Bna Entertainment
2005
The Road And The Radio
About This Album
The Road and the Radio arrives at the end of a busy 2005 for Kenny Chesney. As the year opened, he followed up his 2004 blockbuster When the Sun Goes Down with the mellow Be as You Are. A few months later, he married movie star Renee Zellweger, and four months after that, she filed for divorce. Two months after that, Chesney returned with The Road and the Radio, the big, splashy proper follow-up to When the Sun Goes Down. Given such a tight, hectic schedule, it shouldn't come as a great surprise that The Road and the Radio sounds rushed, as if Chesney didn't have the chance to properly decide the right course for this album. He certainly didn't have the chance to write much -- only two of the songs here bear his credit, compared to the all-original Be as You Are and When the Sun Goes Down, which had four original compositions.

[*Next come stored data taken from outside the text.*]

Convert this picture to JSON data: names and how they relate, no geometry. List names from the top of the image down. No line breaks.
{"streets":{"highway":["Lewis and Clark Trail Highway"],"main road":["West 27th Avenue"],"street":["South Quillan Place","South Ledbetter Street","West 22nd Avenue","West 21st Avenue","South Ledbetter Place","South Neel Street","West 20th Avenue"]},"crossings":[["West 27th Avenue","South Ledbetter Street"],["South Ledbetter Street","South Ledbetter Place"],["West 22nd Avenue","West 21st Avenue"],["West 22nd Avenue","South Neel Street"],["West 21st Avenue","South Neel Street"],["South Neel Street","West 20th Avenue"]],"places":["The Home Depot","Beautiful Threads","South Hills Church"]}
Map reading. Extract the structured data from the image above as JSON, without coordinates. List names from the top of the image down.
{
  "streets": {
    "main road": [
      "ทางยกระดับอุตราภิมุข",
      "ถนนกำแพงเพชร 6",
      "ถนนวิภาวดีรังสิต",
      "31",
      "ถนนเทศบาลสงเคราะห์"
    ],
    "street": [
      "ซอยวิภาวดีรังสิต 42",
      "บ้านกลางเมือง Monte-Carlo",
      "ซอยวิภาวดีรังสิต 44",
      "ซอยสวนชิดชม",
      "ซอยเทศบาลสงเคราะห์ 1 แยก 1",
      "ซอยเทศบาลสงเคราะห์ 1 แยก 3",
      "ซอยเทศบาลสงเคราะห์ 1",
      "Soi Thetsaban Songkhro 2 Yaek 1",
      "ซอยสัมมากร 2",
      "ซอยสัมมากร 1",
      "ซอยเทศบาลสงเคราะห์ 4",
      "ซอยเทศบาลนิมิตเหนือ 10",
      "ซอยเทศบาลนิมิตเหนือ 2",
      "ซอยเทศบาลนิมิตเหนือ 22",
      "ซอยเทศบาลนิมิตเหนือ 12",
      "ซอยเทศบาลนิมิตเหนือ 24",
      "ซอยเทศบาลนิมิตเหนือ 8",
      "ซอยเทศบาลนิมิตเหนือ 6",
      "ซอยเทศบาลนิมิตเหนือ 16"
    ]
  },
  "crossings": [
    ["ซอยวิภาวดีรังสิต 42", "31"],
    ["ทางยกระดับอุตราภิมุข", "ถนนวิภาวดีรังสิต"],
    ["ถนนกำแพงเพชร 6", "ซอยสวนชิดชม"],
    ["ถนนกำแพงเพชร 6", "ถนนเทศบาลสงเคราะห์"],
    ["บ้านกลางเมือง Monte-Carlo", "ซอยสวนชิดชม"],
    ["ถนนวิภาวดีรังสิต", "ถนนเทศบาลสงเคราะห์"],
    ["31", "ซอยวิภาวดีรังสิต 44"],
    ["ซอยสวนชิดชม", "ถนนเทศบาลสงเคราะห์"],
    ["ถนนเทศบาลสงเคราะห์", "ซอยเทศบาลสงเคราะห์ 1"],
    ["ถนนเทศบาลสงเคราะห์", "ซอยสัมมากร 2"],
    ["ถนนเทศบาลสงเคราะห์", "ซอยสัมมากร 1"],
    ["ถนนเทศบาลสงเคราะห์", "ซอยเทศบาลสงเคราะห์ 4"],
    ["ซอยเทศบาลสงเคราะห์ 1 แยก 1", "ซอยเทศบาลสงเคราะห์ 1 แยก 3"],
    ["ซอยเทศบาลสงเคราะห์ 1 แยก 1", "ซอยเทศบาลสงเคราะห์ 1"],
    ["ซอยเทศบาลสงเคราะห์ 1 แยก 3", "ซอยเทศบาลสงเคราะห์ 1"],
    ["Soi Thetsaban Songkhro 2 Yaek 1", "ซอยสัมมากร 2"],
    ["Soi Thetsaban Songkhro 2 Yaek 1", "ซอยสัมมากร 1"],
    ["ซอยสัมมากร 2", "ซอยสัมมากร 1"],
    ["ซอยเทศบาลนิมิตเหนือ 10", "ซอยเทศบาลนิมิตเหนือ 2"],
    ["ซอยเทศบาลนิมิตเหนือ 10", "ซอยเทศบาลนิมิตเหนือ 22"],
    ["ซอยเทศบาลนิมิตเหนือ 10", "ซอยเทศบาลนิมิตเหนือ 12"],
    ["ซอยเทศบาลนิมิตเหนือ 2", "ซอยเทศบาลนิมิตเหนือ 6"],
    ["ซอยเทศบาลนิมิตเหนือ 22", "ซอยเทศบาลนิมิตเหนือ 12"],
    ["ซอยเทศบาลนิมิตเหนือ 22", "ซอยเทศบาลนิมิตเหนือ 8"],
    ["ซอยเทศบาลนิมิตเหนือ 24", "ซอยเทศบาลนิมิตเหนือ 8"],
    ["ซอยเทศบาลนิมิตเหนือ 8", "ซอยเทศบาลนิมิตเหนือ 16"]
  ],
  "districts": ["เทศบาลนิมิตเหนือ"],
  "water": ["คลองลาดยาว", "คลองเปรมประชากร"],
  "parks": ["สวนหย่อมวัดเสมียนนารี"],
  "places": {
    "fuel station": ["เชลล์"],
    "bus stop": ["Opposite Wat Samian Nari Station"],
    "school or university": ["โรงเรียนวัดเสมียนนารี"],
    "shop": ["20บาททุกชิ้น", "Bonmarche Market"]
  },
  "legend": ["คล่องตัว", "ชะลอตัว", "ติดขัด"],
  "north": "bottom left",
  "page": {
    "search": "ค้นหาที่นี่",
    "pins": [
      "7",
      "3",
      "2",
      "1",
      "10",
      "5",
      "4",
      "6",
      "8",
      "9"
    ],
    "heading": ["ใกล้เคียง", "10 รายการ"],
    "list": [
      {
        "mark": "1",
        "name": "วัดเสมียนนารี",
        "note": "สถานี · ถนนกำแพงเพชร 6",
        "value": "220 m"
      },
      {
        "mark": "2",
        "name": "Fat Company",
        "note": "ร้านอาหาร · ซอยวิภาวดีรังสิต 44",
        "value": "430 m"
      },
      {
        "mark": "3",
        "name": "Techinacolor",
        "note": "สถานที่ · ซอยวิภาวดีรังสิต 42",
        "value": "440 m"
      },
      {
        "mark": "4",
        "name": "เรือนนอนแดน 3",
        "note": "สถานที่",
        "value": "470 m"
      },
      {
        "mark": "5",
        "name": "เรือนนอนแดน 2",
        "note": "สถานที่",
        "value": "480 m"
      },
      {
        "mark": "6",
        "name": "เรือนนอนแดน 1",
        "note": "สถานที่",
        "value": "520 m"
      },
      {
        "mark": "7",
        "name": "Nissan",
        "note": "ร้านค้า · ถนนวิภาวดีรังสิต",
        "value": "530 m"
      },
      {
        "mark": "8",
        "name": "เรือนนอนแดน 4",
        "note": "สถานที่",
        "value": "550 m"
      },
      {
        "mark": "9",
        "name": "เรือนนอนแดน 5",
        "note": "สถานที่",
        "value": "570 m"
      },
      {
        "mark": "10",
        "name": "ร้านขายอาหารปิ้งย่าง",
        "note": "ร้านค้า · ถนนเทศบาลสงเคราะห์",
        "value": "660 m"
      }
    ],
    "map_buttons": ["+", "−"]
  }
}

Since Chesney has always demonstrated a good ear for material, this isn't a great detriment; he picks good tunes here, highlighted by the wry, lazily rocking "Living in Fast Forward." But the haphazard nature of The Road and the Radio means not only does the record fail to gel, but that its rough edges are particularly noticeable. "Rough" isn't quite the right word, though, since one thing this album is not is rough: it's a smooth, polished, commercial effort, heavy on anthemic choruses and bright surfaces.